Dataset entries:
§
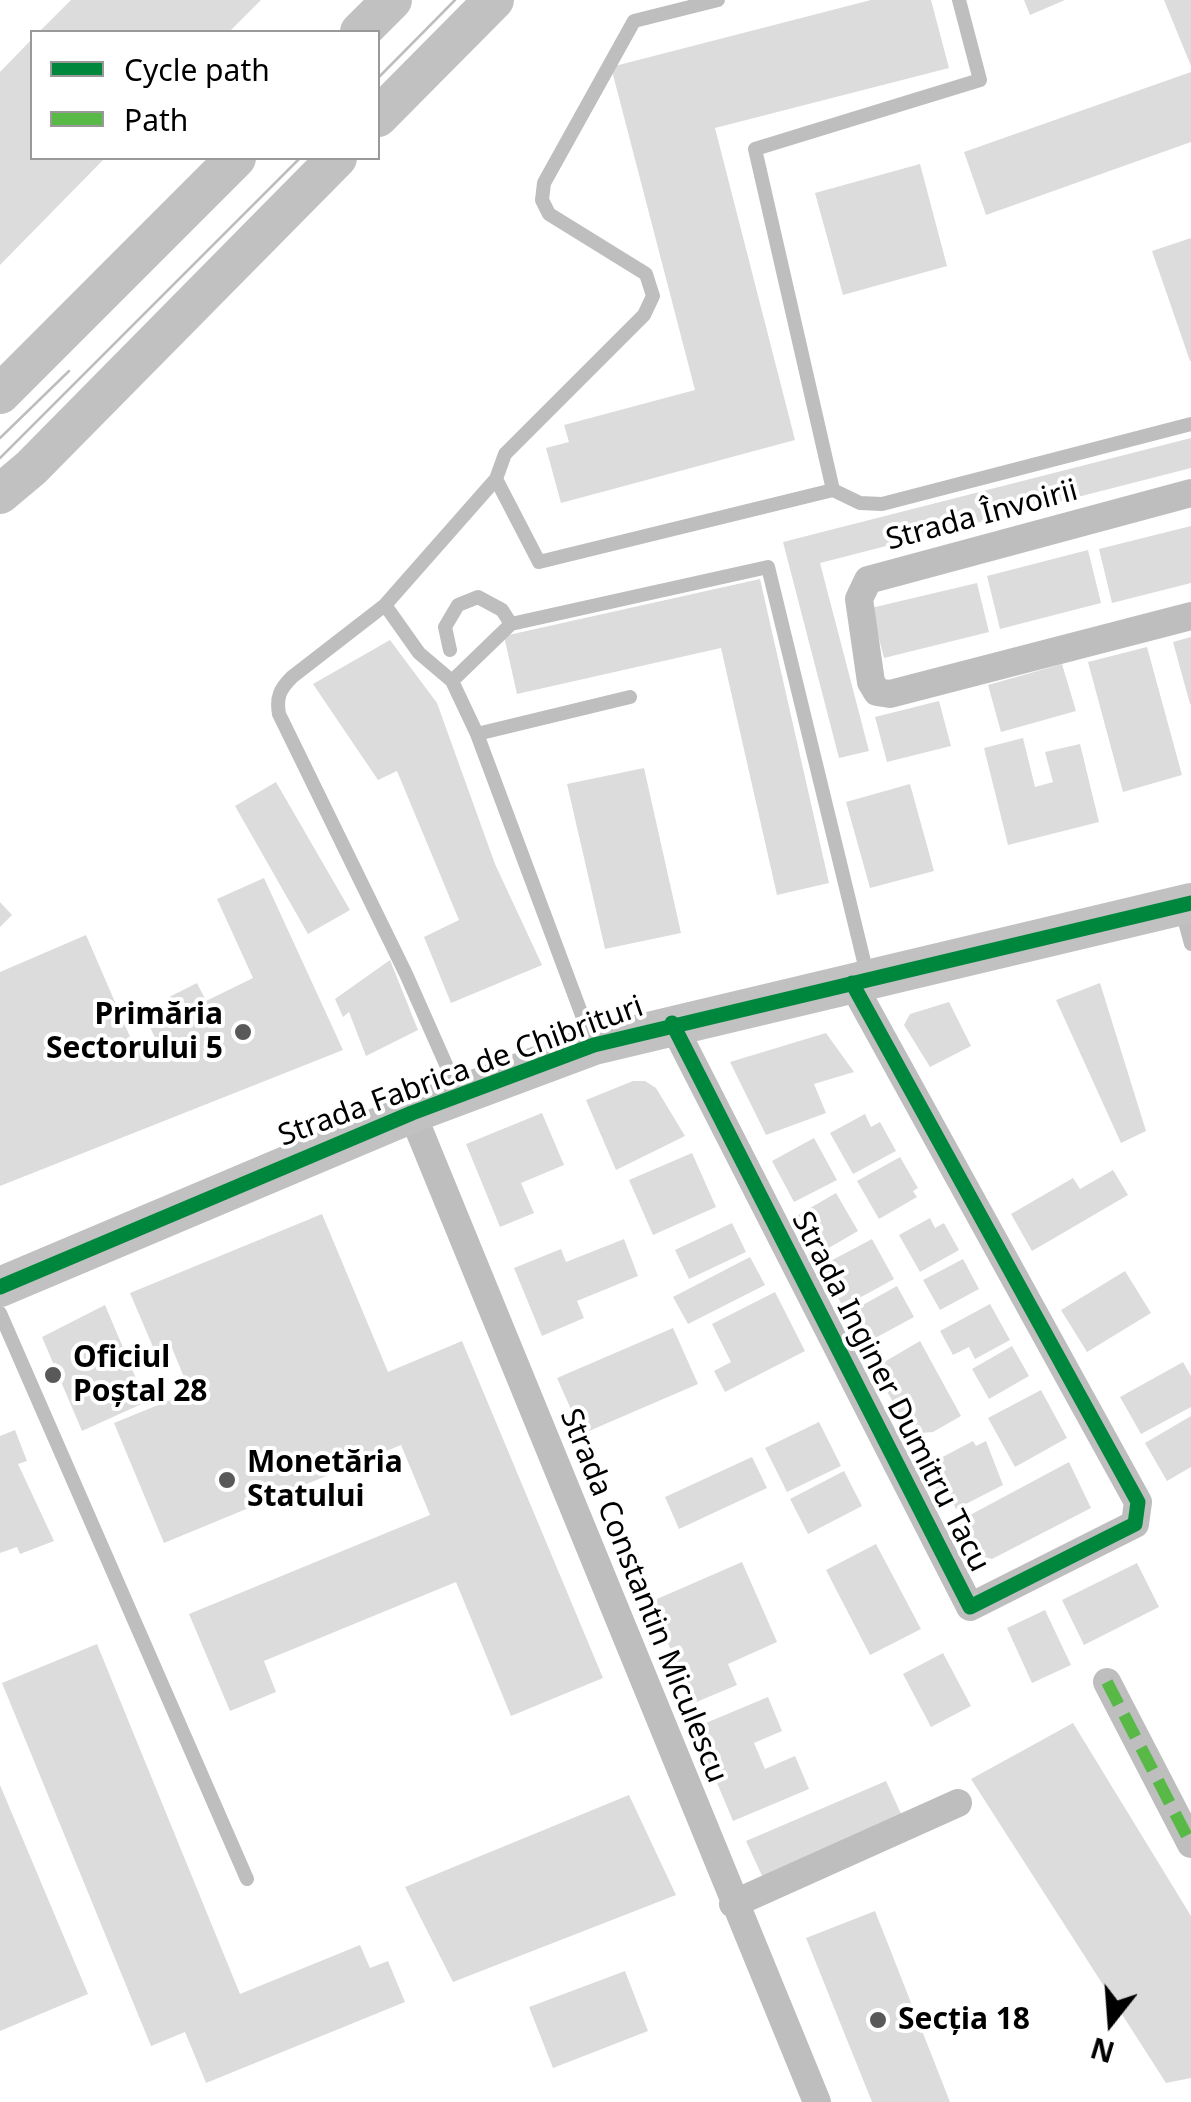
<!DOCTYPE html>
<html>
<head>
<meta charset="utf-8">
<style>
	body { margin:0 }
	#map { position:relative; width:1191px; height:2102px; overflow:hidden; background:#fff; font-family:"Noto Sans",sans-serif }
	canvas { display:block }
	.legend { position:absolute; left:30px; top:30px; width:350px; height:130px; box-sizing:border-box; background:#fff; border:2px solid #999; margin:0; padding:12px 18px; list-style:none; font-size:30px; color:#000 }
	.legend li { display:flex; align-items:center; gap:20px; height:50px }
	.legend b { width:50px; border:2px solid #999 }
	.north { position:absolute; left:1061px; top:1972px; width:100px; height:100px; -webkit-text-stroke:8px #fff; paint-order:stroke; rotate:197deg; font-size:28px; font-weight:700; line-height:40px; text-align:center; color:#000 }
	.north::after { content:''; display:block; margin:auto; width:35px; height:45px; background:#000; clip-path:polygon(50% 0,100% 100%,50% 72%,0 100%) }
</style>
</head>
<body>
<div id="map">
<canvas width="1191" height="2102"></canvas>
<ul class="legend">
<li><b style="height:12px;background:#00873e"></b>Cycle path</li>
<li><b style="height:12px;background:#58b947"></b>Path</li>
</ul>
<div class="north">N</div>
</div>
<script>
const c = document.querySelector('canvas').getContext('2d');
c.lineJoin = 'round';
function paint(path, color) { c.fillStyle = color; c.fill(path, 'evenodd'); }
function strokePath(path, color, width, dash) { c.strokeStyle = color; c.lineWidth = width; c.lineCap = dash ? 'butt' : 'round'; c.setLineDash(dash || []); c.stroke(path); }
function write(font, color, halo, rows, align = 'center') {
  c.font = font + ' "Noto Sans",sans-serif'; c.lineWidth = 8; c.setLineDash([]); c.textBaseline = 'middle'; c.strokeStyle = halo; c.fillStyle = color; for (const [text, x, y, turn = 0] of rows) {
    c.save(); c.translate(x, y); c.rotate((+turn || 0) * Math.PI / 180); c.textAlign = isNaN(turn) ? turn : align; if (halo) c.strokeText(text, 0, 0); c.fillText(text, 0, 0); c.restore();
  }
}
paint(new Path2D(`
	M 71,0 L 261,0 L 229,32 L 39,32 Z
	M 871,0 L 931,0 L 949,68 L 715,128 L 795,440 L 561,503 L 546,448 L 569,442 L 564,425 L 695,390 L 611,67 Z
	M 1024,0 L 1065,0 L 1030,15 Z
	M 1164,0 L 1191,0 L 1191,66 Z
	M 32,39 L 32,158 L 105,158 L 0,265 L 0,72 Z
	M 1191,72 L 1191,142 L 986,215 L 964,152 Z
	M 920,164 L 947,266 L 843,295 L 815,193 Z
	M 1191,238 L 1191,361 L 1190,361 L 1152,251 Z
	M 1191,438 L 1191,468 L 820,563 L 869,751 L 839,758 L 783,542 Z
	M 1191,526 L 1191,583 L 1112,603 L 1099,549 Z
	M 1088,550 L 1101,603 L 1000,629 L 987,576 Z
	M 760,579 L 829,883 L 777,895 L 721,648 L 517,694 L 504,636 Z
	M 977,583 L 989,632 L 884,658 L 871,608 Z
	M 1191,637 L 1191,704 L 1190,704 L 1173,642 Z
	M 390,640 L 437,703 L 495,864 L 542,965 L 451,1003 L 424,937 L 459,920 L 397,771 L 378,780 L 313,684 Z
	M 1147,647 L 1182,775 L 1123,792 L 1088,662 Z
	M 1062,664 L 1076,711 L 1001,732 L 988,685 Z
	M 939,701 L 951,746 L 887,762 L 875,717 Z
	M 1023,738 L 1035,787 L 1053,782 L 1045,752 L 1080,744 L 1099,822 L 1008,845 L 984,748 Z
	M 644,768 L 681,933 L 605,949 L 567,784 Z
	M 276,782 L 350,910 L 308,934 L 235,806 Z
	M 910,784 L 934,871 L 870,888 L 846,802 Z
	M 264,878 L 343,1050 L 0,1186 L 0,972 L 86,935 L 134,1046 L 155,1038 L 149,1025 L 176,1012 L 169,997 L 197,983 L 206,1001 L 253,978 L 217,899 Z
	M 0,902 L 12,915 L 0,927 Z
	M 390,960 L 418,1030 L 366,1056 L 349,1012 L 343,1017 L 335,999 Z
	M 1100,983 L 1146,1131 L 1121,1143 L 1056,1000 Z
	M 949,1002 L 971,1046 L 930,1067 L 904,1025 L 910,1014 Z
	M 826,1033 L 854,1072 L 814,1084 L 826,1113 L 766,1135 L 730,1062 Z
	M 633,1081 L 645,1081 L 656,1088 L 685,1136 L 616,1170 L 586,1100 Z
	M 542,1113 L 564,1165 L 521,1183 L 534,1213 L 500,1227 L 466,1144 Z
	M 865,1114 L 871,1127 L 880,1122 L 896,1151 L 853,1174 L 830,1133 Z
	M 814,1138 L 837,1180 L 794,1202 L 772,1161 Z
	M 692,1153 L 716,1207 L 653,1235 L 629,1180 Z
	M 900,1157 L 918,1188 L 913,1191 L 917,1197 L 879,1219 L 857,1181 Z
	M 1113,1170 L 1128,1195 L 1032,1251 L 1011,1214 L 1073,1178 L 1080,1189 Z
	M 836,1193 L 858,1231 L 820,1253 L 798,1215 Z
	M 322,1214 L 388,1372 L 462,1341 L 603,1678 L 511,1716 L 456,1582 L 264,1661 L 276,1692 L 230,1711 L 189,1614 L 430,1515 L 401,1445 L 164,1543 L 114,1423 L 190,1392 L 172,1348 L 156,1354 L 130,1293 Z
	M 930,1218 L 935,1228 L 944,1223 L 959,1250 L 920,1272 L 899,1235 Z
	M 732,1223 L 746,1252 L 689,1279 L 675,1250 Z
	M 624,1239 L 638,1276 L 577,1301 L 584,1318 L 542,1336 L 514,1268 L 561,1249 L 566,1262 Z
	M 872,1239 L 894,1279 L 843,1307 L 821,1266 Z
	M 750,1257 L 765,1285 L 688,1324 L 673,1297 Z
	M 963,1259 L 979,1289 L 940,1310 L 923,1280 Z
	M 1125,1271 L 1151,1313 L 1087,1352 L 1061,1310 Z
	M 897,1286 L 914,1317 L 866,1343 L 850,1312 Z
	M 775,1292 L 805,1351 L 725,1392 L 714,1371 L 731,1362 L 712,1324 Z
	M 990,1304 L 1010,1340 L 975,1359 L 969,1347 L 953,1355 L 940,1331 Z
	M 105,1305 L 146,1402 L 82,1431 L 42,1337 Z
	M 673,1328 L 698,1384 L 582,1434 L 557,1378 Z
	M 920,1341 L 961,1416 L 933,1432 L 922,1433 L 904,1422 L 874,1368 Z
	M 1012,1346 L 1029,1376 L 989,1399 L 972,1369 Z
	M 1183,1362 L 1191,1376 L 1191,1407 L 1141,1434 L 1120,1397 Z
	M 1041,1390 L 1067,1438 L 1015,1467 L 988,1418 Z
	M 1191,1416 L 1191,1467 L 1167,1481 L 1145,1443 Z
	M 819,1422 L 841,1466 L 787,1492 L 765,1448 Z
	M 15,1430 L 27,1461 L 18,1464 L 54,1541 L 20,1554 L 17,1547 L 0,1553 L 0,1436 Z
	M 973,1441 L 976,1446 L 986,1441 L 1003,1485 L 956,1509 L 947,1490 L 939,1495 L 927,1471 L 938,1466 L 935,1461 Z
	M 752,1457 L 767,1488 L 679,1529 L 665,1497 Z
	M 1069,1462 L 1091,1508 L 992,1559 L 973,1554 L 957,1522 Z
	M 844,1471 L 862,1506 L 808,1534 L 790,1499 Z
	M 876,1544 L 921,1629 L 870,1655 L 826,1570 Z
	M 742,1562 L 777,1642 L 728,1664 L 737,1685 L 694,1703 L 650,1602 Z
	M 1137,1563 L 1159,1607 L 1084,1645 L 1062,1600 Z
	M 1045,1610 L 1071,1665 L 1032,1683 L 1007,1628 Z
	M 97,1644 L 240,1994 L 360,1945 L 370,1968 L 388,1961 L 405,2002 L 206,2083 L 185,2032 L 151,2046 L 2,1683 Z
	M 943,1653 L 971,1706 L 931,1727 L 903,1674 Z
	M 768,1697 L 782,1731 L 754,1743 L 765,1769 L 795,1756 L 809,1789 L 733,1821 L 694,1728 Z
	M 1073,1723 L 1191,1916 L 1191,2078 L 1166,2083 L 971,1779 Z
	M 886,1781 L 903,1818 L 763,1878 L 746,1841 Z
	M 0,1785 L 88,1994 L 0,2031 Z
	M 629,1795 L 676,1895 L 453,1982 L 405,1887 Z
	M 875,1911 L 950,2102 L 872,2102 L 806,1938 Z
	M 625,1971 L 648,2031 L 553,2068 L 529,2007 Z`), '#dcdcdc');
strokePath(new Path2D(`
	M 496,479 L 539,562 L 833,490 L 860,503 L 882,504 L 1191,424
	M 833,490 L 755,149 L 980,80 L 959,0
	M 385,605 L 419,653 L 452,681 L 477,734 L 592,1042
	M 450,650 L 445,627 L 458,605 L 478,597 L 502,610 L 511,624
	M 452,681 L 511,624 L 768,567 L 868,978
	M 477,734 L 630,697
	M 1182,911 L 1191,944
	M 459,1094 L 406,974 L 279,714 C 276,697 280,689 292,677 L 385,605 L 496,479 L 505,454 L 644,315 L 653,296 L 646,274 L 549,214 L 542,200 L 544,183 L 634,21 L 718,0
	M 0,1313 L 247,1879`), '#bebebe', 14);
strokePath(new Path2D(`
	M 1191,493 L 868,580 L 859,599 L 871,682 L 877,692 L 890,694 L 1191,616
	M 672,1023 L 970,1607 L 1135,1524 L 1138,1502 L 852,983
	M 412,1113 L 817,2102
	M 1107,1682 L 1191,1844
	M 733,1904 L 958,1803`), '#bebebe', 28);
strokePath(new Path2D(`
	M 360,32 L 392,0
	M 378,117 L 494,0
	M 0,394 L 236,158
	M 0,494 L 31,468 L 337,158
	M 0,1287 L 412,1113 L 594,1045 L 1191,903`), '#c1c1c1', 40);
strokePath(new Path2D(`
	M 378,78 L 455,0
	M 0,438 L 69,371
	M 0,458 L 300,158`), '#bdbdbd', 2.5);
strokePath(new Path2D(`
	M 1107,1682 L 1191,1844`), '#58b947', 12, [25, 12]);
strokePath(new Path2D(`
	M 672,1023 L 970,1607 L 1135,1524 L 1138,1502 L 852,983
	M 0,1287 L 412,1113 L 594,1045 L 1191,903`), '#00873e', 15);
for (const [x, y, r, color] of [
	[243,1032,10,"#595959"],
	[53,1375,10,"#595959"],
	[227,1480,10,"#595959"],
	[878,2020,10,"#595959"]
]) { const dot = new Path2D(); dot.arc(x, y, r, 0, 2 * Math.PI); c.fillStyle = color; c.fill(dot); strokePath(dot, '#fff', 4); }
write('30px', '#000', '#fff', [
	["Strada Învoirii",982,516,-15],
	["Strada Fabrica de Chibrituri",461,1072,-20],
	["Strada Inginer Dumitru Tacu",890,1392,63],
	["Strada Constantin Miculescu",643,1596,68]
]);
write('bold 30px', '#000', '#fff', [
	["Primăria",223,1015,"right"],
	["Sectorului 5",223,1049,"right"],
	["Oficiul",73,1358],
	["Poștal 28",73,1392],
	["Monetăria",247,1463],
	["Statului",247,1497],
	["Secția 18",898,2020]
], 'left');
</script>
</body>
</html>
§
Every line containing the string "strokeStyle" is required; copy each such line from the data.

◆ Answer
function strokePath(path, color, width, dash) { c.strokeStyle = color; c.lineWidth = width; c.lineCap = dash ? 'butt' : 'round'; c.setLineDash(dash || []); c.stroke(path); }
  c.font = font + ' "Noto Sans",sans-serif'; c.lineWidth = 8; c.setLineDash([]); c.textBaseline = 'middle'; c.strokeStyle = halo; c.fillStyle = color; for (const [text, x, y, turn = 0] of rows) {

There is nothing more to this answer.